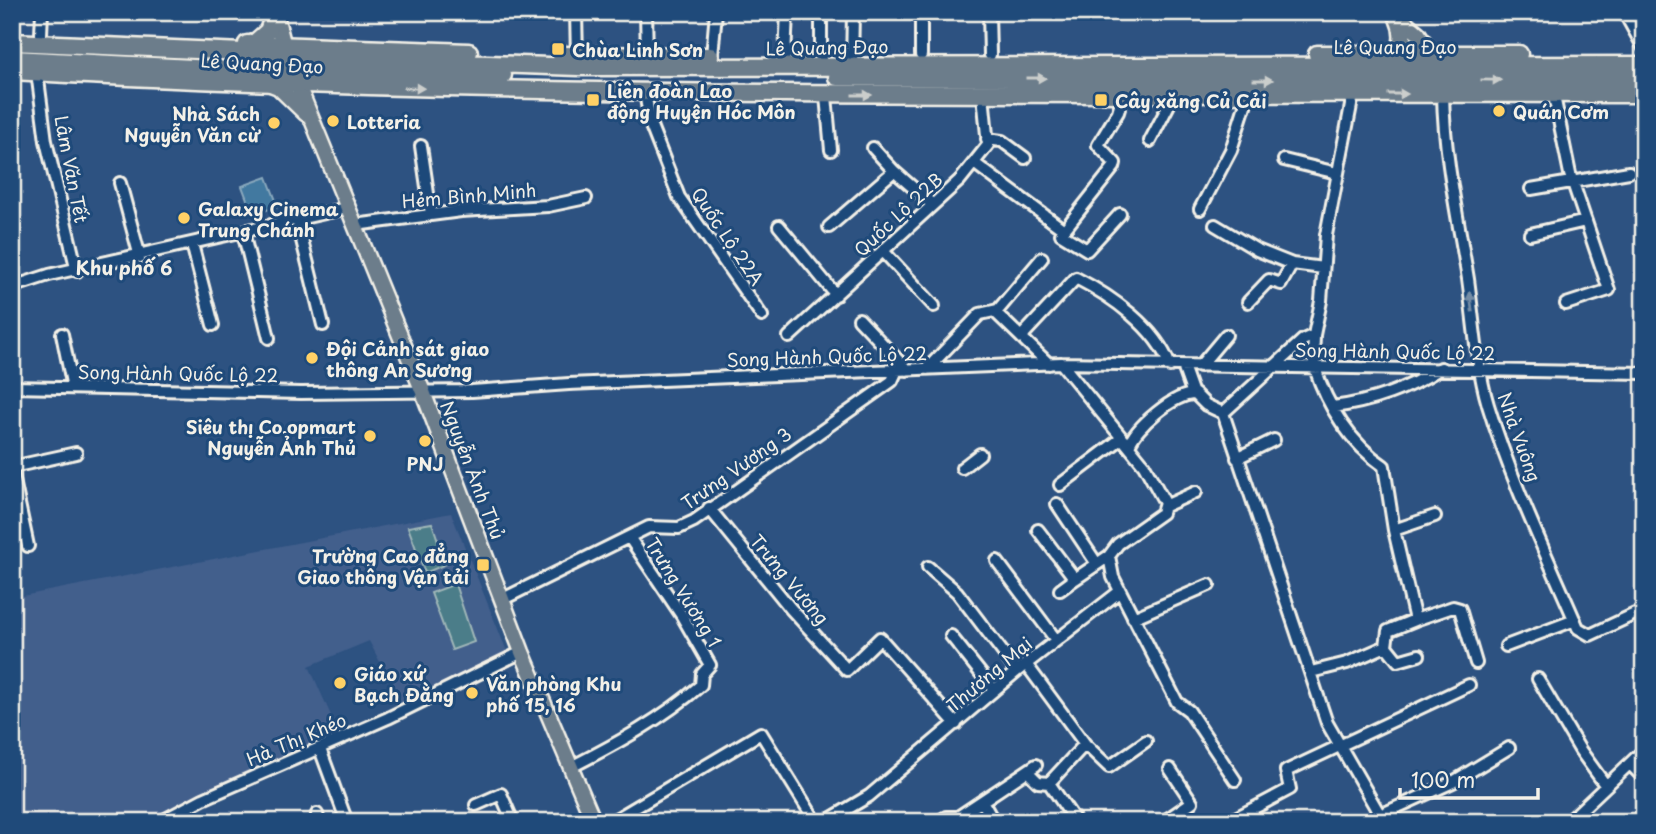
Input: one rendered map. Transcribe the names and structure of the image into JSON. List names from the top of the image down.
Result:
{
  "streets": {
    "highway": ["Lê Quang Đạo"],
    "main road": ["Nguyễn Ảnh Thủ"],
    "street": [
      "Lâm Văn Tết",
      "Hẻm Bình Minh",
      "Quốc Lộ 22B",
      "Quốc Lộ 22A",
      "Song Hành Quốc Lộ 22",
      "Nhà Vuông",
      "Trưng Vương 3",
      "Trưng Vương",
      "Trưng Vương 1",
      "Thương Mại",
      "Hà Thị Khéo"
    ]
  },
  "crossings": [
    ["Lê Quang Đạo", "Lâm Văn Tết"],
    ["Lê Quang Đạo", "Quốc Lộ 22A"],
    ["Lê Quang Đạo", "Nhà Vuông"],
    ["Lê Quang Đạo", "Nguyễn Ảnh Thủ"],
    ["Hẻm Bình Minh", "Nguyễn Ảnh Thủ"],
    ["Song Hành Quốc Lộ 22", "Nhà Vuông"],
    ["Song Hành Quốc Lộ 22", "Trưng Vương 3"],
    ["Song Hành Quốc Lộ 22", "Nguyễn Ảnh Thủ"],
    ["Trưng Vương 3", "Nguyễn Ảnh Thủ"],
    ["Trưng Vương 3", "Trưng Vương"],
    ["Trưng Vương 3", "Trưng Vương 1"],
    ["Nguyễn Ảnh Thủ", "Trưng Vương 1"],
    ["Nguyễn Ảnh Thủ", "Hà Thị Khéo"],
    ["Trưng Vương", "Thương Mại"]
  ],
  "one_way": ["Nhà Vuông"],
  "districts": ["Khu phố 6"],
  "places": {
    "transit": [
      "Chùa Linh Sơn",
      "Liên đoàn Lao động Huyện Hóc Môn",
      "Cây xăng Củ Cải",
      "Trường Cao đẳng Giao thông Vận tải"
    ],
    "other": [
      "Quán Cơm",
      "Lotteria",
      "Nhà Sách Nguyễn Văn cừ",
      "Galaxy Cinema Trung Chánh",
      "Đội Cảnh sát giao thông An Sương",
      "Siêu thị Co.opmart Nguyễn Ảnh Thủ",
      "PNJ",
      "Giáo xứ Bạch Đằng",
      "Văn phòng Khu phố 15, 16"
    ]
  },
  "scale_bar": "100 m"
}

• • • • • • •

Each line above has to be returned exactly. Drop the pictures.

Input: one rendered map. Transcribe the names and structure of the image into JSON. List names from the top of the image down.
Result:
{
  "streets": {
    "highway": ["Lê Quang Đạo"],
    "main road": ["Nguyễn Ảnh Thủ"],
    "street": [
      "Lâm Văn Tết",
      "Hẻm Bình Minh",
      "Quốc Lộ 22B",
      "Quốc Lộ 22A",
      "Song Hành Quốc Lộ 22",
      "Nhà Vuông",
      "Trưng Vương 3",
      "Trưng Vương",
      "Trưng Vương 1",
      "Thương Mại",
      "Hà Thị Khéo"
    ]
  },
  "crossings": [
    ["Lê Quang Đạo", "Lâm Văn Tết"],
    ["Lê Quang Đạo", "Quốc Lộ 22A"],
    ["Lê Quang Đạo", "Nhà Vuông"],
    ["Lê Quang Đạo", "Nguyễn Ảnh Thủ"],
    ["Hẻm Bình Minh", "Nguyễn Ảnh Thủ"],
    ["Song Hành Quốc Lộ 22", "Nhà Vuông"],
    ["Song Hành Quốc Lộ 22", "Trưng Vương 3"],
    ["Song Hành Quốc Lộ 22", "Nguyễn Ảnh Thủ"],
    ["Trưng Vương 3", "Nguyễn Ảnh Thủ"],
    ["Trưng Vương 3", "Trưng Vương"],
    ["Trưng Vương 3", "Trưng Vương 1"],
    ["Nguyễn Ảnh Thủ", "Trưng Vương 1"],
    ["Nguyễn Ảnh Thủ", "Hà Thị Khéo"],
    ["Trưng Vương", "Thương Mại"]
  ],
  "one_way": ["Nhà Vuông"],
  "districts": ["Khu phố 6"],
  "places": {
    "transit": [
      "Chùa Linh Sơn",
      "Liên đoàn Lao động Huyện Hóc Môn",
      "Cây xăng Củ Cải",
      "Trường Cao đẳng Giao thông Vận tải"
    ],
    "other": [
      "Quán Cơm",
      "Lotteria",
      "Nhà Sách Nguyễn Văn cừ",
      "Galaxy Cinema Trung Chánh",
      "Đội Cảnh sát giao thông An Sương",
      "Siêu thị Co.opmart Nguyễn Ảnh Thủ",
      "PNJ",
      "Giáo xứ Bạch Đằng",
      "Văn phòng Khu phố 15, 16"
    ]
  },
  "scale_bar": "100 m"
}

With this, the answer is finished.